1951 kehrt Yvonne Georgi nach Deutschland zurück und übernimmt die Leitung der „Abraxas-Kompanie“, die mit einer berühmt-berüchtigten, aber letztlich erfolglosen Faust-Adaptation von Werner Egk durch Deutschland tourt. Mit Beginn der Spielzeit 1951/52 übernimmt Yvonne Georgi die Oberleitung des Balletts am Düsseldorfer Opernhaus, scheitert aber an den dortigen Publikumserwartungen.
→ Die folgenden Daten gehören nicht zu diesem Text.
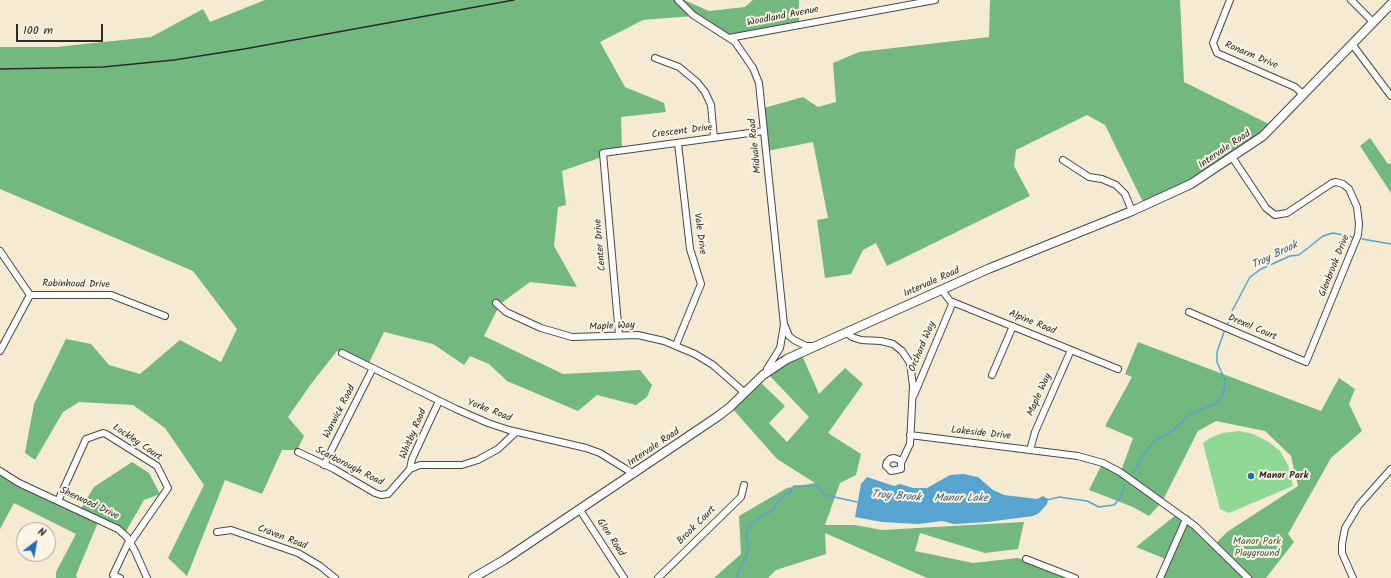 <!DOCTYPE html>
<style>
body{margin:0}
#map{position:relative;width:1391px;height:578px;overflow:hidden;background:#f4ebd2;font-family:Kalam,sans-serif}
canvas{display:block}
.north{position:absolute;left:16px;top:522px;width:40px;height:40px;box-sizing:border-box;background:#fcf5e5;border:1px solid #a8a49b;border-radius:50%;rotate:31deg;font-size:11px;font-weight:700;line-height:16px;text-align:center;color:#2b2b2b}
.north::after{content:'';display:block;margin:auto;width:14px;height:18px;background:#1f6fb2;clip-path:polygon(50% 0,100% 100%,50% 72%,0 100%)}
.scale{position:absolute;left:16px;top:24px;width:87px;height:18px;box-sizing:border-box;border:2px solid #2b2b2b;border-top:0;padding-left:5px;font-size:12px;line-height:14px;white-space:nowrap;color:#2b2b2b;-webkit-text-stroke:3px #fcf5e5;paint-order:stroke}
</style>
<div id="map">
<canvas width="1391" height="578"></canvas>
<div class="north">N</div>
<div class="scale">100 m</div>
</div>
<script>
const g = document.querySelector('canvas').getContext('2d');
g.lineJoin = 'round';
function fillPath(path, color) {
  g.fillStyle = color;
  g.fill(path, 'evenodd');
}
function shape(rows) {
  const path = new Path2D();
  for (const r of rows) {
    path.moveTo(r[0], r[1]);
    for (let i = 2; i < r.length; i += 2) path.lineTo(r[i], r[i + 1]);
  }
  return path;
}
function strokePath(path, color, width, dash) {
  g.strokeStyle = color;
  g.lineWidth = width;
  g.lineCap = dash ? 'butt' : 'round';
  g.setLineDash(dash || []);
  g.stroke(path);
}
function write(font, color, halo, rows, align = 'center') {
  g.font = font + ' Kalam,sans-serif';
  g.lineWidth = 4;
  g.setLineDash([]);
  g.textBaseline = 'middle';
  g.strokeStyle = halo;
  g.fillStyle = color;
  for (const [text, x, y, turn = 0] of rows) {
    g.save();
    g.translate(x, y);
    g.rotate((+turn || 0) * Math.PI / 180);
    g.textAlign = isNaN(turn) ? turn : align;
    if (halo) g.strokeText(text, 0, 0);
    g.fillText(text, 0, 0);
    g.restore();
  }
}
const green = shape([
 [1239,431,1253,434,1269,442,1280,451,1288,465,1293,486,1229,513,1220,509,1203,443,1210,438,1223,433]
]);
const forest = shape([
 [265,0,684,0,709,11,745,7,753,0,799,0,799,26,732,39,693,16,643,20,600,42,625,87,664,103,666,112,621,117,622,150,562,171,566,205,558,207,554,246,577,287,530,282,500,304,484,336,563,374,640,370,652,385,647,397,636,405,597,395,578,411,507,381,489,364,470,356,464,365,433,344,384,332,368,365,337,351,311,384,288,417,304,436,297,450,282,450,262,494,225,480,187,576,168,558,204,485,165,428,133,405,79,402,63,412,35,460,25,453,34,404,66,339,91,344,109,365,140,374,180,340,221,362,237,329,193,271,0,189,0,47,56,47,151,37,203,9,210,22],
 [990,0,1180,0,1184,82,1275,127,1145,206,1105,125,1087,115,1016,150,1014,166,1030,196,887,266,876,243,863,250,851,274,825,278,817,220,828,218,813,142,767,151,764,108,803,97,818,107,836,102,833,63,859,52,989,37],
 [1370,138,1388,164,1391,163,1391,193,1360,146],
 [1138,342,1321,411,1339,378,1355,389,1349,404,1362,431,1331,458,1288,534,1294,542,1266,578,1159,578,1168,560,1136,547,1177,514,1215,544,1227,532,1298,486,1291,456,1265,431,1216,421,1198,431,1162,502,1149,516,1133,507,1089,490,1103,462,1121,471,1133,438,1105,426,1132,377,1125,374],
 [801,353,819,394,845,368,863,384,828,433,861,454,856,475,840,483,825,525,855,525,882,530,1024,522,1018,549,985,553,920,533,915,551,973,563,1018,558,1077,578,927,578,825,533,826,554,776,570,768,578,714,578,741,554,739,516,787,488,815,483,777,459,731,407,758,380,785,406,769,423,787,442,809,417,768,374],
 [132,462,149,473,160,494,144,500,125,533,99,520,76,575,77,578,56,578,56,572,76,534,14,503,0,529,0,468,3,473,80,510,94,487]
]);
const water = shape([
 [963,474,978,477,993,490,1004,495,1037,499,1043,496,1048,499,1047,504,1039,513,1033,516,987,522,954,524,942,521,918,524,882,522,855,517,861,484,867,477,894,486,900,484,913,488,927,488,950,475]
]);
const stream = shape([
 [1362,239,1391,244],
 [1228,323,1231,313,1250,277,1261,269,1290,256,1299,255,1323,236,1333,233,1352,237],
 [1134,473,1143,455,1154,441,1174,430,1189,414,1218,403,1224,391,1225,380,1217,362,1217,352,1224,332],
 [1047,500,1059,497,1087,501,1099,507,1114,505,1120,498,1125,484],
 [737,578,738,571,745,560,748,549,748,542,746,537,748,528,757,519,773,510,778,501,785,494,789,494,794,486,817,486,825,495,857,502]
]);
const minor = shape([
 [678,0,693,15,735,42,753,68,759,83,784,325,780,348,767,369],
 [1230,0,1213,43,1217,53,1295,87,1304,95],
 [1351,0,1373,22],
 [729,38,935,0],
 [1352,44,1391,96],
 [655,58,679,67,697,82,705,92,711,105,714,138],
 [1063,160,1089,177,1102,179,1116,185,1125,194,1132,211],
 [0,251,30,295],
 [942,290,950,301,1118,369],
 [30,295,111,295,165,316],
 [496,303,506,312,541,328,572,337,638,335,664,341,695,354,713,365,745,393],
 [1189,312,1306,362,1358,235,1359,224,1357,207,1349,189,1343,184,1336,182,1332,183,1287,213,1275,215,1266,208,1232,157],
 [785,326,789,336,794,340,806,346,812,346],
 [847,333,852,337,861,340,881,341,893,344,902,351,910,363,913,386,910,444,902,461,901,463,901,469,891,471,886,466,887,462,890,459,894,458,902,461],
 [619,335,603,153,764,131],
 [676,345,701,284,690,249,678,143],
 [0,351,30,295],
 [342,353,456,409,488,423,509,430,586,448,600,453,634,474],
 [992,375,1013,326],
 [914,395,953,302],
 [910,435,1078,456,1103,463,1120,472,1195,526,1248,578],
 [1030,450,1035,432,1071,350],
 [298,452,334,469,375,493,381,495,388,494,410,469,412,459,439,401],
 [324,465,373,368],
 [410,469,420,465,462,465,478,460,498,449,516,432],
 [0,471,19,483,118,529,127,537,135,551,147,578],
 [58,501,86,439,103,433,106,434,157,466,168,488,130,543],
 [580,510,624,578],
 [217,532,231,530,298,553,320,566,335,578],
 [1026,559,1075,578],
 [120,578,113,575,129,541],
 [658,578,741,497,744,485],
 [1160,578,1186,519],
 [1353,578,1342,553,1342,544,1345,528,1359,505,1391,469]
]);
const tertiary = shape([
 [473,578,504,560,717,417,730,407,763,375,787,359,988,269,1132,211,1191,184,1263,136,1391,4]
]);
const rail = shape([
 [0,69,103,67,174,60,244,49,514,0]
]);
const markers = [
 [1251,476,4,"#1f6fb2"]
];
const streetNames = [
 ["Woodland Avenue",783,17,-11],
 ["Ronarm Drive",1251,56,23],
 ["Crescent Drive",682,132,-7],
 ["Midvale Road",756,146,-96],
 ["Intervale Road",1225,150,-34],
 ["Vale Drive",699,234,82],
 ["Center Drive",601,245,-95],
 ["Glenbrook Drive",1335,266,-68],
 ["Intervale Road",932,283,-24],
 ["Robinhood Drive",76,285,1],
 ["Alpine Road",1032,323,22],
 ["Maple Way",612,327,-3],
 ["Drexel Court",1252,328,23],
 ["Orchard Way",923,347,-67],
 ["Maple Way",1040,395,-66],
 ["Yorke Road",489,411,21],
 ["Warwick Road",340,412,-63],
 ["Whitby Road",414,434,-67],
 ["Lakeside Drive",981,434,6],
 ["Lockley Court",137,443,34],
 ["Intervale Road",654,448,-34],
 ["Scarborough Road",349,467,27],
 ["Sherwood Drive",89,504,25],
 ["Brook Court",697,526,-45],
 ["Craven Road",282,538,21],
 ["Glen Road",610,538,57]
];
const poiNames = [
 ["Manor Park",1259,476]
];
const parkNames = [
 ["Manor Park",1257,542],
 ["Playground",1257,554]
];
const waterNames = [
 ["Troy Brook",1275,256,-26],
 ["Troy Brook",896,497,4],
 ["Manor Lake",961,499]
];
fillPath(green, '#8fd894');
fillPath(forest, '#73b87e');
fillPath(water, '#56a4cf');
strokePath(stream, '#56a4cf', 1.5);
strokePath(minor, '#494844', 8);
strokePath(tertiary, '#494844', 10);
strokePath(minor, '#fff', 6);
strokePath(tertiary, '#fff', 8);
strokePath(rail, '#2b2b2b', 1.5);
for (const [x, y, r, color] of markers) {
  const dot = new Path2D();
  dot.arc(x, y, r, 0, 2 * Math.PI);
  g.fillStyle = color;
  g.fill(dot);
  strokePath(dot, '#fcf5e5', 1.5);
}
write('10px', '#2b2b2b', '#fcf5e5', streetNames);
write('bold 10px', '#2b2b2b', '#fcf5e5', poiNames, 'left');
write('10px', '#445645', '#fcf5e5', parkNames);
write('italic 11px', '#3c5b6d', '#fcf5e5', waterNames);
</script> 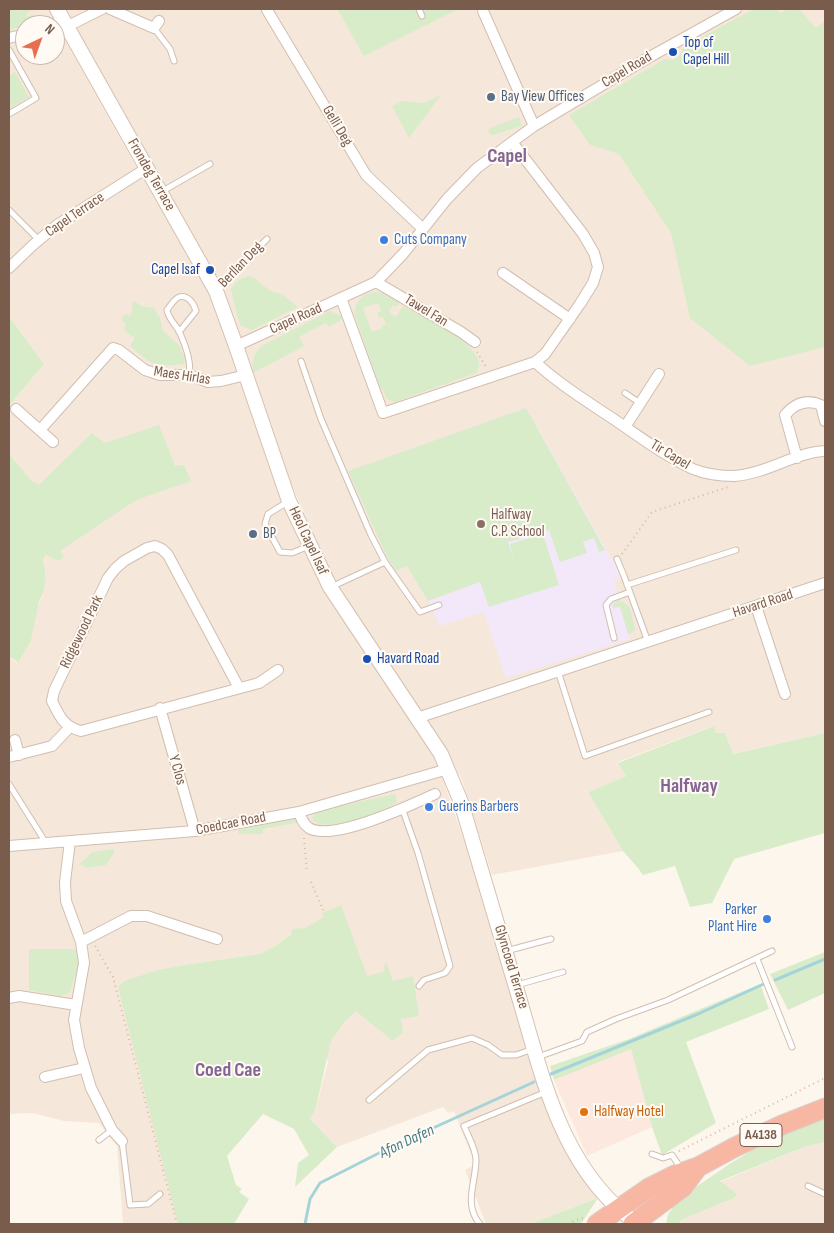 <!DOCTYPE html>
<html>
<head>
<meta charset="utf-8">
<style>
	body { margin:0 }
	#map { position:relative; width:834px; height:1233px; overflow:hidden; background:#fdf6ec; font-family:"Sofia Sans Condensed",sans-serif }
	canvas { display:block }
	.frame { position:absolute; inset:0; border:10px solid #7a5c4d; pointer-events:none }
	.north { position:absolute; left:15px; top:15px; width:50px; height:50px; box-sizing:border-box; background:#fffaf3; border:1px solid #cabbb1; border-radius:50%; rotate:42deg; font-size:14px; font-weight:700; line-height:20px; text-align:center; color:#7a5c4d }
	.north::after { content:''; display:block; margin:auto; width:18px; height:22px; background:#e76f51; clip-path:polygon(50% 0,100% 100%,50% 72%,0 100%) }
</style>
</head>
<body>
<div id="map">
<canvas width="834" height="1233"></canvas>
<div class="frame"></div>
<div class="north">N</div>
</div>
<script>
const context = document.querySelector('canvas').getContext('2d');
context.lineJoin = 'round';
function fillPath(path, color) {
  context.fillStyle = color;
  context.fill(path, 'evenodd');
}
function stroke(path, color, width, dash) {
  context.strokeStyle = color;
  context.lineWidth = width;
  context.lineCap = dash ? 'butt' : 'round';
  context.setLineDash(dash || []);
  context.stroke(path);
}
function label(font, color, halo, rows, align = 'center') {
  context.font = font + ' "Sofia Sans Condensed",sans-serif';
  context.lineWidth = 4;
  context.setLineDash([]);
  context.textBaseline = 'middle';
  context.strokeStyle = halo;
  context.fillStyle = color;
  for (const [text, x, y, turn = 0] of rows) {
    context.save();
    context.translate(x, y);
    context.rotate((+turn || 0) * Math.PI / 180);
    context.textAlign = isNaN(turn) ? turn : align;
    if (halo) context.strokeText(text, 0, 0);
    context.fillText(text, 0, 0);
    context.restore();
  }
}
const residential = new Path2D(`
	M9,9H337L364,55L459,9H825V733L732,754L725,733H716L713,726L618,762L626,776L588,792L623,851L492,875L462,780L430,723L338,589L273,443L247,354L222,296L71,21L59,29L134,163L215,298L300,540L436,759L478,881L555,1125L598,1198L530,1224H486L465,1170L475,1165L454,1111L448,1113L443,1107L337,1147L310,1119L315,1111L328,1062L291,935L272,948L259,954L191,964L178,1224H123L117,1146L99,1123L64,1121L33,1113L9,1114V657L17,663L44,591L46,577L43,558L47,555L59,551L33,482L9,454V406L44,364L9,316ZM25,25H55V55H25Z
	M825,1142V1224H680L683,1219L734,1198L737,1194L720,1182L807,1146Z`);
const commercial = new Path2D(`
	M631,1048L652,1127L587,1156L554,1080Z`);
const education = new Path2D(`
	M526,408L616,567L620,579L614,581L630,639L506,678L484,612L440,626L428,601L407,566L396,571L386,555L348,471Z`);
const green = new Path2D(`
	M9,9H17L18,11L30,9L31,11L26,13L27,17L33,14L34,18L24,21L25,26L9,30Z
	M337,9H459L364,56Z
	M754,9H777L780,13L788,9H799L816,28L825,21V347L750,366L690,318L671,233L619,154L590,145L569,115L665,59L673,60L681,54L683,47Z
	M15,72L29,97L9,109V76Z
	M441,95L409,138L392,106L403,101L423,103Z
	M519,117L521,123V126L496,134L492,135L488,132L490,128Z
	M248,276L253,277L270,291L282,294L298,307L252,330L241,326L237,316L231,289C236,282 240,278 248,276Z
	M375,292L382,293L399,303L397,307L393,305L389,312L396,317L403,306C419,315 495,348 476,373L395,402L387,399L382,388H380L354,313C356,300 362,294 375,292ZM378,303L381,311L377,313L379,318L383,317L386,324L382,326V328L372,332L363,308Z
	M133,300L141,306L154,308L160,318L163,331L179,345L185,359L184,364C155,368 151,364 130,346L135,338L124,330L126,324L121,320L125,314L131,316Z
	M330,311L341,316L343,319L329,327L326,323L299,337L304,346L253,373C252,361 253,355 261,346Z
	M9,316L44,364L9,406Z
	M526,408L605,550L599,552L594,538L583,542L587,553L560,562L549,530L508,542L514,561L510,544L543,534L559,585L489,607L480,582L428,601L407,566L396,571L386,555L348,471Z
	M159,425L175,466L184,465L191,481L136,500L60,551L64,556L59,561L46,555L43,559L46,577L44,591L39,602L31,640L18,663L15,660L9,657V454L33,482L39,485L92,433L105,443Z
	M619,599L620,601L624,602L630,608L635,629L632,633L628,634L620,607L613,608V604Z
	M714,726L716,733H725L733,754L825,733V833L734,859L712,903L690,907L675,866L643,875L638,868L623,851L588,792L626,776L618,763Z
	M395,794L397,800L396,803C379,812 331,833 313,821L312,817L318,811Z
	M294,818L297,820L295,823L263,829V834H239L238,830Z
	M112,849L115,851L106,865L85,868L84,866L79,864L93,852Z
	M341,905L367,976L383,972L385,970L383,965L387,964L393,981L413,976L419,1016L401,1019L403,1032L393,1041L356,1011L344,1022L331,1041L315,1111L310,1119L337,1147L295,1187L298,1163L309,1155L294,1129L263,1114L227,1156L236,1185L242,1189L239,1192L249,1199L234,1224H178L118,987L124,981L158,970L191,964L259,954L272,948L291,935L292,929L305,928L324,917L322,913Z
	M29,949H76L80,959L70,992L65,995L60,996L29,990Z
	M825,952V993L788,1010L770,974Z
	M760,984L769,1009L686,1042L716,1123L662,1155L652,1127L631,1049L554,1080L550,1066L629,1039Z
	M825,1113V1142L807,1146L720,1181L737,1194L734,1198L683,1219L678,1224H666L668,1214L675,1205L674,1203C721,1169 771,1134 825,1113Z
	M598,1198L581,1224H530Z`);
const stream = new Path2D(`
	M775,980L825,959
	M551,1074L698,1014L766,983
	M305,1224L310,1199L320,1183L387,1149L534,1082`);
const path = new Path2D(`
	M477,352L486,367
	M622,554L652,512L728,487
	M304,838L307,873
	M311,882L324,912
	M95,946L113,977L177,1224
	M679,1151L825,1078
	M568,1224L576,1220L584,1218
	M680,1224L682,1222`);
const lane = new Path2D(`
	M419,9L422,16
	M154,28L170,49L174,61
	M9,50L36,98L9,114
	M161,192L210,164
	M9,210L39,240
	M216,290L267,239
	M179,332L196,311C194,304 188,294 179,297C174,299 170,306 167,310C168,318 175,324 179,331C185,344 192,361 189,375
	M301,361L321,419L371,535L385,562L420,612L439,605
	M625,393L640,403
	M289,501L268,514L265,524L280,552L292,553L309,546
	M617,559L624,576L648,642
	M627,585L736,550
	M331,587L385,562
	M614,638L606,605L611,599L630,592
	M558,671L585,756L709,712
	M9,784L46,843
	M402,808L418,853L450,966L445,973L424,980L419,986
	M506,951L551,939
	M757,959L792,1047
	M517,985L563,972
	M538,1057L582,1041L587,1032L616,1019L668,1000L772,951
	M369,1100L428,1050L472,1038L488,1045L502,1055H516L533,1049
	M99,1140L112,1130
	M122,1141L130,1205L148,1204L160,1194
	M652,1154L663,1158L672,1155L682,1170
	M808,1186L825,1194
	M480,1224C463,1205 476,1182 476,1160C476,1149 468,1136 464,1126L546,1092`);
const street = new Path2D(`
	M110,9L154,28L159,21
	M267,10L366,175L423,229
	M483,11L534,126
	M52,25L63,21
	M66,27L102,9
	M9,38L25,34
	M512,142L583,234L594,253L598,267L593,283L580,304L545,354L535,362
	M9,268L33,245L57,225L147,168
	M503,273L570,319
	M376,282L461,332L475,342
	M341,298L383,413L535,362C559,384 588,402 615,420C640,437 665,456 693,469C705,474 720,476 734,476C766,474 796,452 825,451
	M236,346L376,282L403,254L447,199L477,168L534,126L564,108L646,59L736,9
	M16,409L53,442
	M625,427L659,374
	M40,430L113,348L119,350L145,370L160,375H189L208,382L221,381L246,375
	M797,458L785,415C795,403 807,399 821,405L825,421
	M756,606L785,694
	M239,688L168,555L162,549L155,546L147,548L124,561L115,569L108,578L54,691L52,701C60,717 63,726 81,731L259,683L278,670
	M160,708L195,831
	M417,718L825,583
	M15,740L19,755
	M9,757L52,746L69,728
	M299,812C301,818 303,824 309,828C333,842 411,805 435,794
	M70,841L65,882L66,901L81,942L84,963L74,1020L79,1048L91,1088L112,1130L122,1141
	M9,846L195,831L299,812L448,769
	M81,942L131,916H147L217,939
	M9,998L19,996L76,1005
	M45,1077L84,1068`);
const secondary = new Path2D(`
	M57,9L216,291L236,346L289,501L330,587L441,754L461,802C479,863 497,923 515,984C541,1069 559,1170 638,1224`);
const highway = new Path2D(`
	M597,1224L649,1188L675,1175L698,1167L735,1147L782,1125L825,1108
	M633,1224L683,1187L698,1167`);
const markers = [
	[673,52,5,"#1a4fb4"],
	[491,97,5,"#5c6f8a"],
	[384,240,5,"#3f7fe0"],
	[210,270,5,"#1a4fb4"],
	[481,524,5,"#8d6e63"],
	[253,534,5,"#5c6f8a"],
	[367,659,5,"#1a4fb4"],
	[429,807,5,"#3f7fe0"],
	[767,919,5,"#3f7fe0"],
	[584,1112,5,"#e8710a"]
];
const shields = [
	[761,1135,42]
];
const shieldNames = [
	["A4138",761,1135]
];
const transitNames = [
	["Top of",683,43],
	["Capel Hill",683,60],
	["Capel Isaf",200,270,"right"],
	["Havard Road",377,659]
];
const streetNames = [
	["Capel Road",627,70,-31],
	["Gelli Deg",337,126,59],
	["Frondeg Terrace",151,175,60],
	["Capel Terrace",75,215,-34],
	["Berllan Deg",241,265,-46],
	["Tawel Fan",426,311,31],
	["Capel Road",296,319,-24],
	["Maes Hirlas",182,376,9],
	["Tir Capel",670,455,31],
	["Heol Capel Isaf",308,541,65],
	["Havard Road",763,604,-18],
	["Ridgewood Park",82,632,-64],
	["Y Clos",177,770,74],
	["Coedcae Road",231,824,-11],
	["Glyncoed Terrace",511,967,73]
];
const serviceNames = [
	["Bay View Offices",501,97],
	["BP",263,534]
];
const shopNames = [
	["Cuts Company",394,240],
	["Guerins Barbers",439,807],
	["Parker",757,910,"right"],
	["Plant Hire",757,927,"right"]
];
const educationNames = [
	["Halfway",491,515],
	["C.P. School",491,532]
];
const foodNames = [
	["Halfway Hotel",594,1112]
];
const waterNames = [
	["Afon Dafen",407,1142,-25]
];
const districtNames = [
	["Capel",507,157],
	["Halfway",689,787],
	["Coed Cae",228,1071]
];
fillPath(residential, '#f5e8da');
fillPath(commercial, '#fde8e0');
fillPath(education, '#f3e8fa');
fillPath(green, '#d8ecc9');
stroke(stream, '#a5d3da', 3);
stroke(lane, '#d1beb0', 7);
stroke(street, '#d1beb0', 12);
stroke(secondary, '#d6c0b0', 16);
stroke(highway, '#dad1cd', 21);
stroke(path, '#d9b8a5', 2, [1, 4]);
stroke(lane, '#fff', 5);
stroke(street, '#fff', 10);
stroke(secondary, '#fff', 14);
stroke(highway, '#f7b7a3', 19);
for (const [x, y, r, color] of markers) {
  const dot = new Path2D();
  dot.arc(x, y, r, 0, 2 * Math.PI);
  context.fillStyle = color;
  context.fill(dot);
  stroke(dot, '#fffaf3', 2);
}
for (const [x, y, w] of shields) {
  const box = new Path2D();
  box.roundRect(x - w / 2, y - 11.5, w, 23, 4);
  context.fillStyle = '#fffaf3';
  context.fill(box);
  stroke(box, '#7a5c4d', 1);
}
label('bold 14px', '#7a5c4d', null, shieldNames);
label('15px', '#164399', '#fffaf3', transitNames, 'left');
label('15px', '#7a5c4d', '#fffaf3', streetNames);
label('15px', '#4e5e75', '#fffaf3', serviceNames, 'left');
label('15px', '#366cbe', '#fffaf3', shopNames, 'left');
label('15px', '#785e54', '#fffaf3', educationNames, 'left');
label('15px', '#c56008', '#fffaf3', foodNames, 'left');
label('italic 16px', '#437c86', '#fffaf3', waterNames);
label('bold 20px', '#846695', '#fffaf3', districtNames);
</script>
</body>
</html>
1954 kehrt Yvonne Georgi in die Stadt ihrer größten Erfolge zurück und wird Ballettmeisterin am Landestheater in Hannover. Gleichzeitig wird sie Leiterin der Tanzabteilung an der Hochschule für Musik und Theater. In Hannover kann Yvonne Georgi ihren kreativen Kräften wieder freien Raum gewähren. 1957 überrascht sie mit Choreografien zu elektronischer Musik und wird belohnt. Das Publikum reagiert begeistert. 1959 wird Yvonne Georgi zur Professorin an der Hochschule für Musik und Theater ernannt. 1970 endet ihr festes Engagement am Staatstheater in Hannover. Sie lehrt aber weiterhin an der Hochschule. Ihr letztes großes Werk mit dem Titel „Skorpion“ wird 1973 zum biografischen Vermächtnis. Yvonne Georgi stirbt am 25. Januar 1975 und wird auf dem Engesohder Stadtfriedhof beigesetzt, auf dessen Eingangsgebäude seit 2003 die Yvonne-Georgi-Allee zuläuft.